J’ai souvent pensé à Aimé Césaire et sa poésie, long cri d’amour pour sa terre : « terre dont je ne puis comparer la face houleuse qu'à la forêt vierge et folle que je souhaiterais pouvoir en guise de visage montrer aux yeux indéchiffreurs des hommes »

 

    C’est dans l’expression amoureuse que les mots de Gaston Miron sont magnifiques :

« Amour, sauvage amour de mon sang dans l'ombre

mouvant visage du vent dans les broussailles

femme, il me faut t'aimer femme de mon âge

comme le temps précieux et blond du sablier »

 

« Je n’ai pas peur de pleurer en d’autres fois

je suis un homme irrigué, irrigant

de nouveau je m’avance vers toi, amour, je te demande

passage, amour je te demande demeure »

 

    « La Marche à l’amour », le plus beau de ses poèmes, écrit par Gaston Miron entre 1954 et 1958, m’a à nouveau ensorcelé.

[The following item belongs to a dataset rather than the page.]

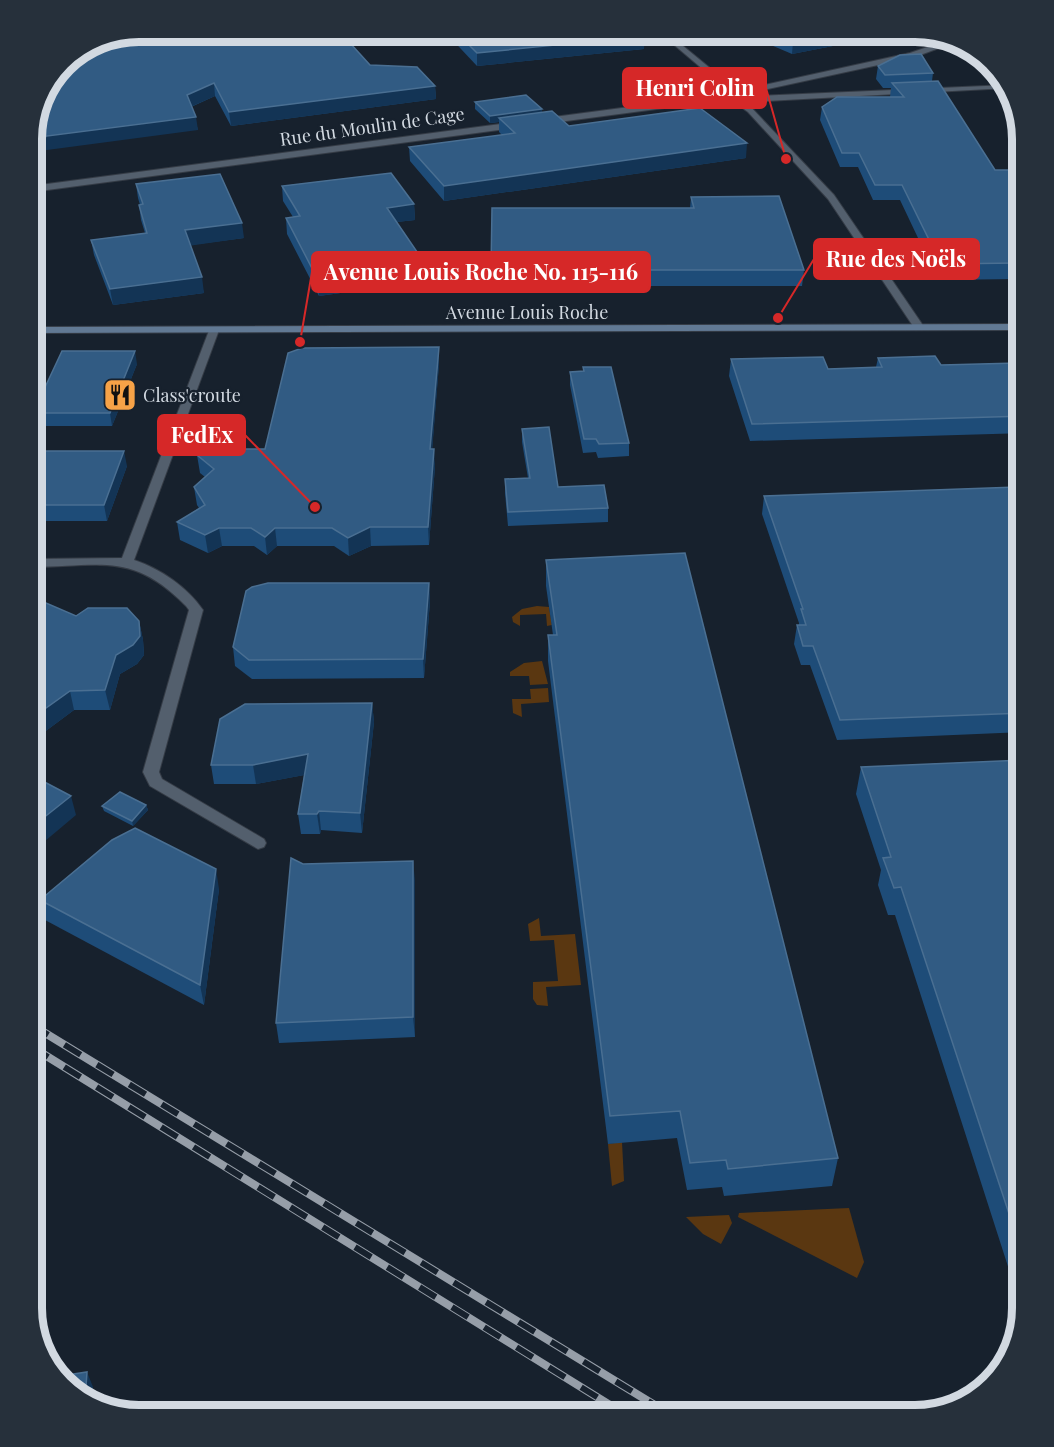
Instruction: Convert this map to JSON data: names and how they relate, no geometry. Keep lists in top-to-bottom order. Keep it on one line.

Jean-Louis Trintignant en lisait encore des extraits avant de mourir. Joies et échecs amoureux sont rassemblés. Ce passage ne figure pas dans l’extrait dédié à sa fille Marie :

 

« Qu’importe je serai toujours si je suis seul

cet homme de lisière à bramer ton nom

éperdument malheureux parmi les pluies de trèfles

mon amour ô ma plainte

de merle-chat dans la nuit buissonneuse

ô fou feu froid de la neige

beau sexe léger ô ma neige 

mon amour d'éclairs lapidée

morte

dans le froid des plus lointaines flammes »

 

     En mai 1981, Bernard Pivot accueille ce poète rebelle, sur le plateau d’Apostrophes. Miron crève l’écran : généreux, truculent, convaincant. Il lit quelques poèmes. Il parle avec des mots simples, une voix solide, roulant l’accent de son pays. Il se définit comme « le militant d’une langue et d’une culture », qui ressent la poésie comme « une passion d’être, un combat ».

 

     Je ne suis pas près d’oublier l’exceptionnelle force évocatrice des mots du poète.

 

« Je suis sur la place publique avec les miens

La poésie n’a pas à rougir de moi

J’ai su qu’une espérance soulevait ce monde jusqu’ici »

 

Commentaires

  • Bien sûr, Gaston Miron mérite moult hommages
    Ce poète qui crie au monde ses douleurs
    Afin de lui transmettre en sons ses maux, couleurs
    Du désespoir causant au cœur tant de dommages ...

    Bonjour cher Alain,
    Me voici enfin prête à commencer chez toi mes prtites mailles en rimes. Je suis toujours heureuse de venir m'instruire chez toi car ta générosité transparaît si fort dans tes écrits qu'elle réchauffe mon cœur en quelques secondes. Merci pour ces plaisirs.
    Je t'offre sous ce texte un premier quatrain, espérons que demain jaillira le deuxième... c'est moitié d'un sonnet alors je suis confiante !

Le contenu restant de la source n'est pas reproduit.